I shot this picture for Forbes as part of a story on robots in a windowless basement at John's Hopkins University. For whatever reason John's Hopkins' campus gave me the creeps. As a matter of fact, the whole East coast gives me the creeps; I do not know why and mean no disrespect. May be it's something about deciduous trees, bricks and mortar, trench coats or cheap suits; may be it's the humidity or dunkin' donuts, heat lamps, hedge funds and Hampton estates. The chief scientist, who's name I do not recall ran his lab like a tribal chieftain yet fawned over me, ingratiatingly. I felt something not unlike emphathy, as he seemed to have too long suffered the inequity of scientific discovery; having toiled endlessly in the basement's shadows; obsessing over his life's work, on the edge of insanity; brought on by years of self discipline, teaching assistants and grant writing.
Because images are often personal this picture owes it's strength only to day's memories and is nothing if selective. It came back to haunt me after going to the Whitney, while in New York on business, to see Taryn Simon's intellectually seductive™ show titled: "An American Index of the hidden and the unfamiliar".
May be that's another thing that enervates me out about the East coast. It still seems mired in the classics and the Academy; the Academic Industrial Complex; that obsessive need to ascribe and prescribe intellectual meaning to everything, for personal gain, notoriety and respectability, an all together American neurosis; well may be not.... but when you combine it with old money and local politics, it makes for powerful cabal.
The thing is, Europeans have been doing it for centuries and it has become as innate and as inescapable as it's irracesbale history. It's the reformation, the industrial revolution and cabinets of curiosities; it's in the genes, it's in the culture; and it smells like balls and chains and filterless cigarettes. Americans tend to come to it to hood wink their barbers and candle makers. Respectability is owning a winery.
I have to admit that Ms. Simon's "The Innocents" was far more interesting than her more recent indexing of the hidden and the unfamiliar; hidden and unfamiliar to whom? Seems a bit presumptuous, but if you ever want to find out, ask a Brit; masters of the arcane, the obscure and the sun stroke.

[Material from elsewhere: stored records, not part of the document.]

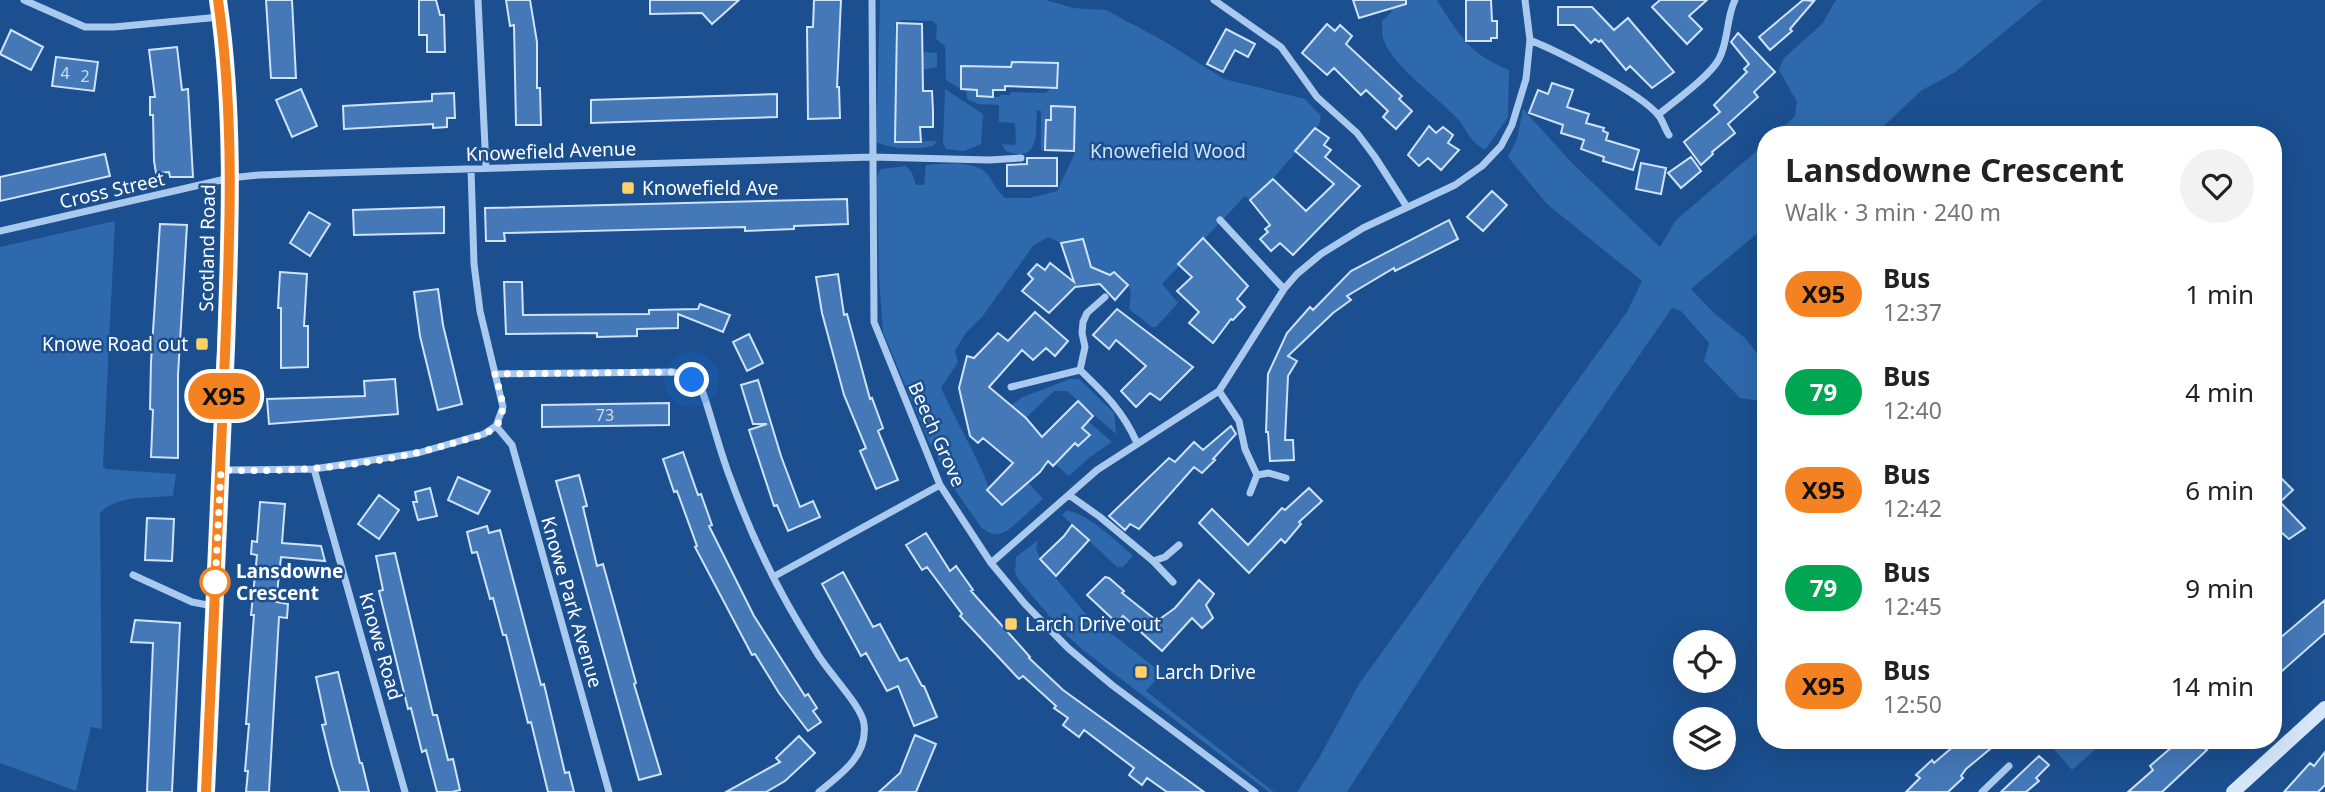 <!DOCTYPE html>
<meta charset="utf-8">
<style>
:root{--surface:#fff;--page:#f2f2f2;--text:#222;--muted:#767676}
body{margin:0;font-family:"Noto Sans",sans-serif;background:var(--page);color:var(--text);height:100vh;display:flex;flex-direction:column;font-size:26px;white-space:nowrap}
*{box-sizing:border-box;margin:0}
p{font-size:23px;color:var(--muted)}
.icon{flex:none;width:38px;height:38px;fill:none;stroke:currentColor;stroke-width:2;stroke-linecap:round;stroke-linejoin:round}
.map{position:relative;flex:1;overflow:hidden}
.panel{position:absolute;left:1757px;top:126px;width:525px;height:623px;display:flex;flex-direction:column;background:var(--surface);border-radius:28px;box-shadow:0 7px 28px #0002}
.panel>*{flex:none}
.badge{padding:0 14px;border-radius:23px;font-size:24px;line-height:46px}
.fabs{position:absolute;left:1673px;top:630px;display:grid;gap:14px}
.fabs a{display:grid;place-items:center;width:63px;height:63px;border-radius:50%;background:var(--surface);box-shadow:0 7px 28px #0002;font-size:35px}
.you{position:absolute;width:35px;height:35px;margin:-18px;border:5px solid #fff;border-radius:50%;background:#1a73e8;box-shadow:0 0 0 10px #1a73e833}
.map>.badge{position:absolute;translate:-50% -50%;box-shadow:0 0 0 4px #fff}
.round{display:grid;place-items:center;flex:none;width:74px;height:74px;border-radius:37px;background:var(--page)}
.headline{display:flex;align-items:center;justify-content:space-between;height:119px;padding:0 28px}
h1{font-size:33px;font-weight:700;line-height:52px}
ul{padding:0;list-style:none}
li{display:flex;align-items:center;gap:21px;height:98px;padding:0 28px}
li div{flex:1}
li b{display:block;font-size:26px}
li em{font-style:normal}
li .badge{min-width:77px;font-weight:700;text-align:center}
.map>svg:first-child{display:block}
.green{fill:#2e69ad}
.building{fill:#4478b7;stroke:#cfe3fa;stroke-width:2}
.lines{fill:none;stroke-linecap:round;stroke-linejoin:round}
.street{stroke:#a9c9ee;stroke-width:7}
.secondary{stroke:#d6e6fa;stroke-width:14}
.primary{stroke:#f0f6ff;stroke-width:18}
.line-casing{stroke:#fff;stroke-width:16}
.line{stroke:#f58220;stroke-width:10}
.walk{stroke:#fff;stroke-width:7;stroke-dasharray:0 12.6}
.poi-dot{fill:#ffd166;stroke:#1b4f8f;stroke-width:2.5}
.stop-dot{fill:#fff;stroke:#f58220;stroke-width:3.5}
.labels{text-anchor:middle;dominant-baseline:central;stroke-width:5;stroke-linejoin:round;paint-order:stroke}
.number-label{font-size:16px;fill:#d0dded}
.street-label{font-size:19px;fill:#fff;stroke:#1b4f8f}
.park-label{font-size:19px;fill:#cfe3fa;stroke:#1b4f8f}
.poi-label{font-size:19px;fill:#fff;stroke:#1b4f8f;text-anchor:start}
.stop-label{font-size:19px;font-weight:bold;fill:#fff;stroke:#1b4f8f;text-anchor:start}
</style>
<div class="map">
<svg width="2325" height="792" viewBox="0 0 2325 792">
<rect width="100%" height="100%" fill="#1b4f8f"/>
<!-- green -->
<path class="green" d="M880,0h166l27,8 33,2 58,31 60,38 81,20 16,17 -2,9 -53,62 -17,12 -4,-3 -83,88 16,19 -22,24h-4l-23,-18c4,-24 2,-21 -15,-37l-3,3 -14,-6 -5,2 -9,-32 -22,4 -13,-6 -15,9 -51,71 -17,17 -10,17 3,11 -17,26c15,34 35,65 48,100l39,-6 15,17c-7,7 -15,13 -22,20 -13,11 -22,23 -40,8l-26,-37 -26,-48 -46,-110 -4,-55 -2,-100 4,-8 25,-3 6,7 4,12h8l2,-20c18,-1 49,-6 62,10 6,8 9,16 17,23h25l27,-7 18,-38v-46l-23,-1 -1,14h-5l-1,17 6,13h-10v-39l-4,-1c-2,22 4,54 -31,41l-4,-7 11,1 3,-2 -1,-20 -16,-1v-17l-21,-1 -11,-5 -1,-10h11v7l22,1 1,-2h10l1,-3 35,1 11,-11v-19l-45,-1 -1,4h-49l-1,23 -15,-9 -1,-34 -9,-7 1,-13 -4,-5 -31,-1 -7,5 1,40 26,1 1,-14 14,1v14l-16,3 1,8h-26v64l41,-1 -4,5c-17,4 -41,3 -57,-4z
M1395,0h42c22,35 32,54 72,70l-1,47 -23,33c-18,-11 -16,-18 -28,-32 -20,-21 -66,-53 -74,-80 -1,-5 -1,-12 -1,-17l9,-8z
M1836,0h207l-89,73 -32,17 -48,45h-99l20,-19 2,-14 -18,-32 5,-12 38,-34z
M945,89l38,25 -2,30 -17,7 -18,-2 -3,-6z
M1523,109l49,54 88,84 16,-27 90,-77v83l-75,63 24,25 30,24 21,27v37l-26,-4 -36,-37 5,-18 -28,-32 -9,-3 -190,275 -135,209h-50l22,-34 40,-74 268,-372 15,-31 -95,-77 -39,-47 9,-18z
M115,221l-12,245 3,3 70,5 -3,22c-21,2 -57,-1 -73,17l2,216 -11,-2 -15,64 -76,-28v-516z
M1070,379h9l35,34 2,21 -49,-43h-13l-28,27 -16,-12 13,-9z
M1088,421l24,21 -22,15 -21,19 -14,-12 16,-25 7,7 12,-10 -8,-8z
M1066,511c19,0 52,32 67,45l-11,12 -2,-2 -2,2 -56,-53z
M1038,540l-2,8 4,11 45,54 77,60 -16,18 128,101h-5l-186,-142 -20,-18 -45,-53 -3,-7 1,-15z
M2046,740h60l-34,30z"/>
<!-- building -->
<path class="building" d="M266,0h26l4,78h-25z
M419,0h17l4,15h4l1,37h-18v-17h-8z
M506,0h24l7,42v46h3l1,37h-25l-2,-100 -4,1z
M650,0h89l-27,24 -10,-11 -52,1z
M814,0h27l-4,87h2l1,31 -32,1 -1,-92h6z
M1353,0h53v4l-47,14z
M1466,0h25l1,21h5v17h-6v3h-25z
M1660,0h47l-18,16 13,13 -15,15 -35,-37z
M1803,0l11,1 -24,28 2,2 -22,19 -11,-13z
M1558,7h34l22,23 14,-12 46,54 -22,16 -22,-22 -4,4 -25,-30 -2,2 -4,-3 -4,4 -17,-18h-16z
M897,23l25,1 1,67h9l1,20v16h-13l1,15h-26z
M1327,24l8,7 5,-6 12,11 -6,8 56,52 -3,3 13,12 -16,18 -13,-12 5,-6 -22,-21 -5,5 -27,-27 -7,7 -25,-22z
M1226,29l29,15 -7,13 -13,-7 -12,22 -16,-8z
M11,30l32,17 -12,23 -31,-16z
M1738,33l37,39 -21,20 4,5 -30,27 7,9 -23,19 1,2 -12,11 -17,-23 36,-30 -6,-7 33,-33 -3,-3 5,-5 -18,-22z
M177,47l5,43 6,-1 5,88h-23l-1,-5 -13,1 -2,-12 -1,-46h-3v-18h5l-6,-47z
M56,57l42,5 -4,29 -42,-5z
M1012,62l46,1 -1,25 -52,-2v4h-12v7l-16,-1v-6l-16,-1v-23l50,1z
M1552,83l21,7 -6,17 22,7 -3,9 18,5 -1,3 5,2 -2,7 33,10 -6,20 -30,-9 1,-4 -23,-8 3,-9 -23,-7 2,-8 -34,-12 9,-23 10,4z
M301,89l16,37 -25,11 -16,-37z
M454,93l1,25h-8v9l-14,1v-4l-89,5 -1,-23 89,-5v-7z
M777,94v23l-186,6v-23z
M1051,106l24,1 -1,44 -29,-1 1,-30h5z
M1429,126l7,7 7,-6 10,8 -5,8 11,7 -18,20 -13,-12 -9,8 -11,-11z
M1315,128l14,10 -5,7 7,5 -6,7 35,29 -67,69 -13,-12 -9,8 -11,-12 8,-7 -3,-3 5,-4 -20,-25 23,-21 33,32 28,-27 -39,-33z
M105,154l5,22 -110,25v-24z
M1691,157l10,14 -20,17 -13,-15z
M1027,158h30v28h-50v-21l20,-1z
M1641,163l25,5 -5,26 -25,-5z
M1492,191l15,14 -24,26 -16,-14z
M847,199l1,25 -54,2v3l-49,2v-4l-241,6 1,8h-19l-1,-33z
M444,207v26l-90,2 -1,-25z
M309,212l21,12 -20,32 -20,-13z
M1449,220l9,19 -63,32 -1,-3 -47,28 4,4 -18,13 -45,43 9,5 -9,15 -3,64h8l1,20 -24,1 -2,-29h-2l2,-58 19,-41 23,-26 3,3 38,-39z
M160,224l27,1 -9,150v83l-27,-1 2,-47 -3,-1 1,-47z
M1203,238l45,48 -11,13 8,8 -12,13 -2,-1 -18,24 -24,-20 10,-11 -22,-21 15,-14 -14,-13z
M1083,239l8,28 19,8 4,-3 14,13 -13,15 -15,-16 -25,3 -26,26 -27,-22 11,-12 -5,-5 9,-10 8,6 5,-7 24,19 -13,-39z
M280,272l27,2 -3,52h4v41l-27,1v-60h-3z
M838,274l6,41 3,-1 23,85 2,-1 11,30 -5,3 20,49 -22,9 -16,-38 6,-3 -22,-53 -22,-82 -6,-36z
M504,282h18l1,33 126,-1v-4l49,-1 2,-5 30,11 -7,17 -45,-18v14l-41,1v7l-40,1v-4l-91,1z
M438,289l5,36 19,79 -24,6 -18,-74 -6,-44z
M1117,309l76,58 -33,33 -10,-7 -14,14 -15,-16 25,-25 -30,-26 -7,9 -16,-14z
M1035,312l33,29 -13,15 -9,-8 -13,12 -11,-10 -33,37 37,31 16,19 36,-36 15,15 -11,12 8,7 -12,11 -3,-3 -22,23 -5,-5 -8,11 -38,33 -15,-15 26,-27 -30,-25 -5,5 -8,-7 -11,-48 8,-32 7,2 24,-25 10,8z
M749,334l14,29 -16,8 -14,-29z
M395,379l3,35 -129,10 -2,-25 98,-3 -1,-15z
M758,380l23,76 19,51 13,-6 7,16 -32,14 -11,-26 -3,1 -25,-76 18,-6h-14l-12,-39z
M669,403v22l-127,2v-22z
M1231,426l5,8 -23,25 2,1 -13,13 -8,-6 -55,62 -9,-5 -5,6 -16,-14 60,-58 6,4 19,-20 9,8z
M683,452l15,43 3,-1 11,31 -3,1 45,90 51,80 3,-2 9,14 -4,3 8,11 -13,9 -29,-38 -24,-39 -3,1 -57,-108 2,-1 -20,-55 -3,1 -11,-33z
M2273,470l20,20 -13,12 25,26 -16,11 -16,-14z
M579,475l8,31 -4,1 14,59 6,-2 33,119 -2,1 27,90 -22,6 -83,-299z
M458,477l32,14 -12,23 -30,-14z
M430,488l7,28 -19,4 -5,-18h4l-2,-10z
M1309,488l13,13 -23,21 2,2 -16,19 -4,-4 -32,34 -50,-50 13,-14 36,36 34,-37 3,2z
M379,495l20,15 -20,29 -21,-15z
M260,502l25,2 -3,39 39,3 4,15 -44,-4 -5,45 12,2 -1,14 -8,-1 -10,175h-23l2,-21h-3l4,-47h-3l8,-109h-3l6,-60 -6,-1 1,-13 5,1z
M147,518l27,1 -2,42 -27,-1z
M1072,525l17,15 -33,36 -16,-17 24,-23z
M487,526l2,7 11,-3 41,155 3,-1 21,89 4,-1 5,20h-26l-17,-70 -3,1 -22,-88h-3l-10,-37 -3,1 -13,-47 -5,1 -5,-21z
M926,533l24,38 6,-5 17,24 -2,1 59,66 -1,1 34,32 141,102h-37l-20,-14 -5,7 -13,-10 5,-7 -50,-38 -5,7 -16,-12 5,-7 -14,-10 2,-2 -33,-30 -4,3 -59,-63 2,-2 -35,-47 -5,3 -16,-25z
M395,553l38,162h4l11,45 5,-1 7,31 -8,2h-15l-11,-42 -4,2 -11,-44 -3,1 -29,-118 4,-1 -7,-34z
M843,572l30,55 7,-3 20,37 7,-3 15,28h2l13,31 -23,9 -16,-40 -11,5 -21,-38 -5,3 -39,-72z
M1105,577l4,1 15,13 -2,2 35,28 18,-13 24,-28 15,14 -8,11 7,13 -11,10 -10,-10 -30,33 -39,-35 -6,7 -30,-28z
M2325,600v33l-52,46v-35z
M135,620l45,3 -8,169h-25l6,-149 -22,-1z
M338,672l22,91h2l7,29h-29l-8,-26 -10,-41 4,-1 -10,-47z
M915,735l21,9 -20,48h-37l21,-19z
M799,736l16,17 -30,28 -19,11h-40l54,-30 -4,-4z
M1961,740h40l-35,29 -5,7 2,2 -15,14h-42l14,-14 -4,-3 16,-15 2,3z
M2180,740h33l-9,8 3,2 -45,42h-34l25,-22 -3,-4z
M2325,752v33l-7,7h-34l26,-29 4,3z
M2039,756l10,9 -13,13 3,3 -13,11h-25z"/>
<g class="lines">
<!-- street -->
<path class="street" d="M24,0l61,27h29l106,-10
M478,0l8,168
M872,0l2,322 66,163 51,78 34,41 43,44 44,37 143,107
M1214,0l67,47 36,50 40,36 18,24 32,50
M1530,40c29,12 110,52 129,76 4,5 6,13 10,19
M1658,115c17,-14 52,-39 61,-56 10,-19 7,-41 16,-59
M1220,220l64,69
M0,231l230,-53 29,-3 613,-18 117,3 32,-2
M1105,297l-18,16 -4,9 -1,11 3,14 -5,23c25,24 43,41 57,73
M495,374l179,-2c14,4 22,10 29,21 10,29 17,59 28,87 22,61 51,119 86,173 10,18 45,53 47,71 4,32 -23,50 -45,68
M1011,387l69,-17
M1219,391l20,30 6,28 12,26 -7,18
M496,426l16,19 97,347
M314,469l91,323
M223,470l91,-1 104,-16 66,-19 12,-8 7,-19 -23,-96 -6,-47 -3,-95
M1257,475l12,-2 17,5
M1069,495l31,22 53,44 12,-4 14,-12
M1153,561l20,21
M991,563l106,-93 122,-79 65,-102 13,-15 24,-20 42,-26 92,-43 27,-19 19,-20 11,-21 14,-46 4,-39 -5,-40
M133,575l59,27 21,4
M773,577l167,-92
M1982,792l27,-26"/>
<!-- secondary -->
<path class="secondary" d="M2233,792l92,-84"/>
<!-- primary -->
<path class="primary" d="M206,792c6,-148 14,-296 20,-444 4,-116 9,-233 -8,-348"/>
</g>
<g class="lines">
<!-- line casing -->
<g class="line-casing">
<path id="line" d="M206,792c6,-146 14,-292 19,-438 5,-118 10,-237 -7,-354"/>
</g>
<!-- line -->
<use href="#line" class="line"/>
<!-- walk -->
<path class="walk" d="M215,582v3l6,-115c80,3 159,-5 236,-28 12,-4 30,-6 39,-16 13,-14 3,-36 -1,-52l179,-2 18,8"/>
</g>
<!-- markers -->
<g class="poi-dot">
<rect x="621" y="181" width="14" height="14" rx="3.5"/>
<rect x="195" y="337" width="14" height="14" rx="3.5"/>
<rect x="1004" y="617" width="14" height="14" rx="3.5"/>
<rect x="1134" y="665" width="14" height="14" rx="3.5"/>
</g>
<circle class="stop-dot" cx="215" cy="582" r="14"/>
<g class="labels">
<!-- number labels -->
<g class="number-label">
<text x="65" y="73">4</text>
<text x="85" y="76">2</text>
<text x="605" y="415">73</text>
</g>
<!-- street labels -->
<g class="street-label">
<text transform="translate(551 151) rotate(-2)">Knowefield Avenue</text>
<text transform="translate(112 190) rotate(-13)">Cross Street</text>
<text transform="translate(207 248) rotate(-89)">Scotland Road</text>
<text transform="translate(937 434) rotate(66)">Beech Grove</text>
<text transform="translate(572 602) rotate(74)">Knowe Park Avenue</text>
<text transform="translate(381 646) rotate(74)">Knowe Road</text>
</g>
<!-- park labels -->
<g class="park-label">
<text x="1168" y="151">Knowefield Wood</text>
</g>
<!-- poi labels -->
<g class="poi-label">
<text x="642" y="188">Knowefield Ave</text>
<text x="188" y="344" text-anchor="end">Knowe Road out</text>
<text x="1025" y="624">Larch Drive out</text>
<text x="1155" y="672">Larch Drive</text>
</g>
<!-- stop labels -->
<g class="stop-label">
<text x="236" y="571">Lansdowne<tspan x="236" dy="22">Crescent</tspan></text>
</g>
</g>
</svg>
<div class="fabs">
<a><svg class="icon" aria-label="locate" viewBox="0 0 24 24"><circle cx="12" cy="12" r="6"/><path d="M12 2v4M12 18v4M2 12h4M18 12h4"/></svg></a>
<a><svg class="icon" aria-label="layers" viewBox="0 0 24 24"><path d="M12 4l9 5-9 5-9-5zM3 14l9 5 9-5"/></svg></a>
</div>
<div class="you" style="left:692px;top:380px"></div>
<b class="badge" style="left:224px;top:396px;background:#f58220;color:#111">X95</b>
<section class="panel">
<div class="headline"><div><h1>Lansdowne Crescent</h1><p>Walk · 3 min · 240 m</p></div><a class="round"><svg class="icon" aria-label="heart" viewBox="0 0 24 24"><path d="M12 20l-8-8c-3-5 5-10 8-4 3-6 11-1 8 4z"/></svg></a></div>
<ul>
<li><span class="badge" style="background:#f58220;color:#111">X95</span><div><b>Bus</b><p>12:37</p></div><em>1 min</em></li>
<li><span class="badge" style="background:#00a651;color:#fff">79</span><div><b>Bus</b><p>12:40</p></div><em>4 min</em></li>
<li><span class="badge" style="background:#f58220;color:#111">X95</span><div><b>Bus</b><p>12:42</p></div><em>6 min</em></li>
<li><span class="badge" style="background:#00a651;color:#fff">79</span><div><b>Bus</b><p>12:45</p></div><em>9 min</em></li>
<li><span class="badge" style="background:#f58220;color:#111">X95</span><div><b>Bus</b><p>12:50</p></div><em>14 min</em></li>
</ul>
</section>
</div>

At this point Ms. Simon I am afraid might be masterfully gliding towards the cold, self absorbed and calculated grip of an all too familiar niche; something she might not have done altogether innocently. Obfuscation after all is the intellectual class's best return on its money. Obfuscation loves its own company; it's the narcissism of the artfully idle rich. "I say, could you please pass the Derrida...". Don't get me wrong she is not at this point fallen for that routine but could well be on her way; the center is hard to please, the palace is a fickle intrigue. After all I do like her work and think she is a very talented and thinking photographer but hope she returns to less esoteric projects; this one, however well thought out and executed feels a little too contrived for my taste. Dang, I hope I don't write too many of these kinds of entries....and if I do, please shoot me.